## Prompt
Only the lines from the start of the data through the line containing "solid #fff;border-radius:50%;background:#1a73e8;box-shadow:0 0" should be written out, exactly as they are, with both ends included and the pictures left out.

——————————

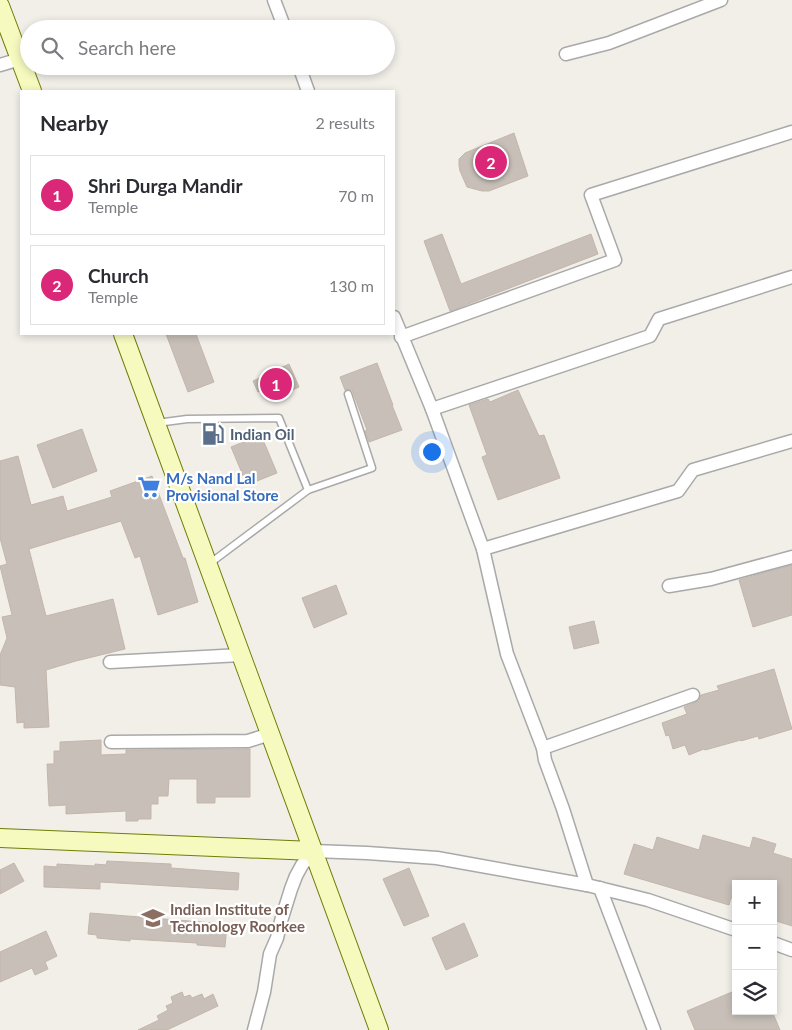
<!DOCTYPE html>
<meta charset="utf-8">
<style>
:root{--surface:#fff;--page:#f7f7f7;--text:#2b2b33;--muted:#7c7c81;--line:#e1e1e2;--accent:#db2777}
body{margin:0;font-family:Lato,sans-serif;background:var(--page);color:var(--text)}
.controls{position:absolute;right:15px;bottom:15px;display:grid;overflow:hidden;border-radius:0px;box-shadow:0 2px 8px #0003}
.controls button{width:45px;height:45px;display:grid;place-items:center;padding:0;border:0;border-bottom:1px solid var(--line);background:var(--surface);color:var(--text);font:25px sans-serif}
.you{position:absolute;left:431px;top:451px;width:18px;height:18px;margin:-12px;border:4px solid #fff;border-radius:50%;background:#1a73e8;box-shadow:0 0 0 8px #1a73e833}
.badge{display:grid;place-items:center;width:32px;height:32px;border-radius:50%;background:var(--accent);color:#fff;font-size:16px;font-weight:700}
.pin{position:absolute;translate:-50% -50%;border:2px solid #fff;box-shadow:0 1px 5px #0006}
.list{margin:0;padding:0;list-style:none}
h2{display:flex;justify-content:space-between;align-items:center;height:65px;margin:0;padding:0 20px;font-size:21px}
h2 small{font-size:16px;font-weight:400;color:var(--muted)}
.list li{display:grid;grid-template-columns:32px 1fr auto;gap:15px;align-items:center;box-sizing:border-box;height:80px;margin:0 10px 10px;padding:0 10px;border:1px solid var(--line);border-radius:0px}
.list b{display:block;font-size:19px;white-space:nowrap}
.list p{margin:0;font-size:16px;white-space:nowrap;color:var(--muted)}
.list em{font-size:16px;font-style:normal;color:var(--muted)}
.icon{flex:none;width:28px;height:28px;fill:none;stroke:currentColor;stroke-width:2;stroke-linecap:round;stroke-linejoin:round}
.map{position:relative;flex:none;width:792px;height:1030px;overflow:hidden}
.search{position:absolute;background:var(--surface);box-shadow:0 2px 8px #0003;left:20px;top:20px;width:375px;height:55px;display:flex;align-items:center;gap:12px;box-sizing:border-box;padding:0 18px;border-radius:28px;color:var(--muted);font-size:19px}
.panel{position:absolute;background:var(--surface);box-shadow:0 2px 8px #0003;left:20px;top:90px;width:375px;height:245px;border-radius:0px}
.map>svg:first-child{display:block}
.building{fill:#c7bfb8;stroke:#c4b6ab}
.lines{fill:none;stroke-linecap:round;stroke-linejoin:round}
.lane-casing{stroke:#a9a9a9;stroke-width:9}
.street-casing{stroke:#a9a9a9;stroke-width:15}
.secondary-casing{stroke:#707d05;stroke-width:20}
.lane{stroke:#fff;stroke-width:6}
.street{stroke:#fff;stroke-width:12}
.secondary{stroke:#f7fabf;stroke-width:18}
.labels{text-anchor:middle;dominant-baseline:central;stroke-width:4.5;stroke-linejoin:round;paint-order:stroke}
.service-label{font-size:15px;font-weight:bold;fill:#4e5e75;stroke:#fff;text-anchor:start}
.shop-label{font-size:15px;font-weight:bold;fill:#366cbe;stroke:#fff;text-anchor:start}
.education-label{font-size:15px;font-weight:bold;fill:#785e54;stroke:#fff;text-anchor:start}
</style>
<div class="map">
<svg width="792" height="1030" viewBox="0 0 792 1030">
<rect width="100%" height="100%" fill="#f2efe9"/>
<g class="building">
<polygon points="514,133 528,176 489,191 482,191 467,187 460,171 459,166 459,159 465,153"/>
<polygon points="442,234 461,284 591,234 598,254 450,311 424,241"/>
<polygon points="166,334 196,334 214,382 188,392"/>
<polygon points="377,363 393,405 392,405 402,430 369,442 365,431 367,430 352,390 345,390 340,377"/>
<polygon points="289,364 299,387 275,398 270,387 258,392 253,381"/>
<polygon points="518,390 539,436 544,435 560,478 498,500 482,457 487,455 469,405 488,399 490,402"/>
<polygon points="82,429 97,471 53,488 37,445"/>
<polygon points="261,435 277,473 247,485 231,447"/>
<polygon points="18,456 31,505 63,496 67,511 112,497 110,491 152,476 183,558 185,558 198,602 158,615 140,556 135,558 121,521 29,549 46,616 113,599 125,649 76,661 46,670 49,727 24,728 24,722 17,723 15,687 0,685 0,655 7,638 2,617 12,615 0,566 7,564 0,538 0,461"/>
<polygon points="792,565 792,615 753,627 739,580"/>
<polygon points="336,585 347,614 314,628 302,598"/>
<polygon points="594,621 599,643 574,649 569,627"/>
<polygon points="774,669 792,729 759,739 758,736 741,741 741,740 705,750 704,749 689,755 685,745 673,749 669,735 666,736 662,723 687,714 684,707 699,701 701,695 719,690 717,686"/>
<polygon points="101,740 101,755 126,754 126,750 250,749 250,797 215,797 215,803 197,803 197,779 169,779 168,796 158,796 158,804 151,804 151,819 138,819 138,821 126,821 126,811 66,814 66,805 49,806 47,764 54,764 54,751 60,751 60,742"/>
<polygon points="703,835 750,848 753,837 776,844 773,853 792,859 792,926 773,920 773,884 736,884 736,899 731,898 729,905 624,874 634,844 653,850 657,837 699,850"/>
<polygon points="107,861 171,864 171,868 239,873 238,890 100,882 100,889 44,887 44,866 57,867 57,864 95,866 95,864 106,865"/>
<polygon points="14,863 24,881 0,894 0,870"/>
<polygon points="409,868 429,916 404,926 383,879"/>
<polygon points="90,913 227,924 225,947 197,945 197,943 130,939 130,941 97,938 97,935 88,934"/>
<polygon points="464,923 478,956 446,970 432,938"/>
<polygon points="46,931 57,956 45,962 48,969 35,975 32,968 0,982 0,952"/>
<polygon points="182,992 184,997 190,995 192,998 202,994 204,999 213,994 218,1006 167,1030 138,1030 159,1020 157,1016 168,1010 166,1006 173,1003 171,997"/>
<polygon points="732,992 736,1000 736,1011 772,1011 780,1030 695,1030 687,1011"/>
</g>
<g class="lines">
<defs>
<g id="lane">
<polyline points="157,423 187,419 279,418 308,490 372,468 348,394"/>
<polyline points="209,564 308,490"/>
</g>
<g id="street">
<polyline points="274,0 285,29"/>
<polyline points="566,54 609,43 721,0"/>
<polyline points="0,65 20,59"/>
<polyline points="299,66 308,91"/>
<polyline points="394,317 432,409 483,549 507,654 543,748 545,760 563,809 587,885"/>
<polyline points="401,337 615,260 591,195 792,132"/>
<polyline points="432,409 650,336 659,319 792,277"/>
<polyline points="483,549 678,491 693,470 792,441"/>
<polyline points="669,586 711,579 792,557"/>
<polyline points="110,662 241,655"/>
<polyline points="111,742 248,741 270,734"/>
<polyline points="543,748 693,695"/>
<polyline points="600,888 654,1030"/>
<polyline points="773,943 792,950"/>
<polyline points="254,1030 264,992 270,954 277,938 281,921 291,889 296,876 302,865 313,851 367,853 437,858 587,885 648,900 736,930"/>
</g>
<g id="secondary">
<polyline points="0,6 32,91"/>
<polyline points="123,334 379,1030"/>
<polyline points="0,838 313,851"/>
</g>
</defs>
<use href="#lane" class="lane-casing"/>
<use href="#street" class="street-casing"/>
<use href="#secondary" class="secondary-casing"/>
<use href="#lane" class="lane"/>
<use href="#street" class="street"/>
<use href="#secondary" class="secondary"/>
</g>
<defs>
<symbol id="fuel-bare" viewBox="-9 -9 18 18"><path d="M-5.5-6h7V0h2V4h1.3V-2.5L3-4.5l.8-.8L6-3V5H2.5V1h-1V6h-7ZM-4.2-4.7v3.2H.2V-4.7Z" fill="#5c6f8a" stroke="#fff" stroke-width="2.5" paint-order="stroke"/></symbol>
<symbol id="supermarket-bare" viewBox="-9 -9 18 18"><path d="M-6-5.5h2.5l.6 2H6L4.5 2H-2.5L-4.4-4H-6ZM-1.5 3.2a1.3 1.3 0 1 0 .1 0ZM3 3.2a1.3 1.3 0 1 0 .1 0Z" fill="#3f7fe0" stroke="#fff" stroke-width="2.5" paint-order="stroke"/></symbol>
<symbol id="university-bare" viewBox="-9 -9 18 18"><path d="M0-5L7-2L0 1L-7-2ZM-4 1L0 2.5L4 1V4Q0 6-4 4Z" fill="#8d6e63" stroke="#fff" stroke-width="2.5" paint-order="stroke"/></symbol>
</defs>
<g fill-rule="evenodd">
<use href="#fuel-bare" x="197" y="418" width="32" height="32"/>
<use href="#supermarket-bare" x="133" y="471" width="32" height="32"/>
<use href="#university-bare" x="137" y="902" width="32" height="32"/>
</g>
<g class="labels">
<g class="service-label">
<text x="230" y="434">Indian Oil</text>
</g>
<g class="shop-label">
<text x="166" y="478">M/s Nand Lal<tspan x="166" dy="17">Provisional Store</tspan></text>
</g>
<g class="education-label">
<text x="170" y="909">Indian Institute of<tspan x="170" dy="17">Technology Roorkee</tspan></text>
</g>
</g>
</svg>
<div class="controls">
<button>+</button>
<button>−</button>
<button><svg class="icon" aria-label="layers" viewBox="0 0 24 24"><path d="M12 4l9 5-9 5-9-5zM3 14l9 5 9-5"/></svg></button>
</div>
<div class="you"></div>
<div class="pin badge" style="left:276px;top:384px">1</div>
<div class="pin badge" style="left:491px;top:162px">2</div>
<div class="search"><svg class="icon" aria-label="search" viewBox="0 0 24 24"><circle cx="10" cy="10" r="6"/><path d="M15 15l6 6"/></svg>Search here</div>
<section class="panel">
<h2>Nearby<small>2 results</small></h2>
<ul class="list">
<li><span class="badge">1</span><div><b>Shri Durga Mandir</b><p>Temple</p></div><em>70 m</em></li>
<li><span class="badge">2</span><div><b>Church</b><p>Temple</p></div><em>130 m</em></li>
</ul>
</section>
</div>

——————————

## Answer to the problem
<!DOCTYPE html>
<meta charset="utf-8">
<style>
:root{--surface:#fff;--page:#f7f7f7;--text:#2b2b33;--muted:#7c7c81;--line:#e1e1e2;--accent:#db2777}
body{margin:0;font-family:Lato,sans-serif;background:var(--page);color:var(--text)}
.controls{position:absolute;right:15px;bottom:15px;display:grid;overflow:hidden;border-radius:0px;box-shadow:0 2px 8px #0003}
.controls button{width:45px;height:45px;display:grid;place-items:center;padding:0;border:0;border-bottom:1px solid var(--line);background:var(--surface);color:var(--text);font:25px sans-serif}
.you{position:absolute;left:431px;top:451px;width:18px;height:18px;margin:-12px;border:4px solid #fff;border-radius:50%;background:#1a73e8;box-shadow:0 0 0 8px #1a73e833}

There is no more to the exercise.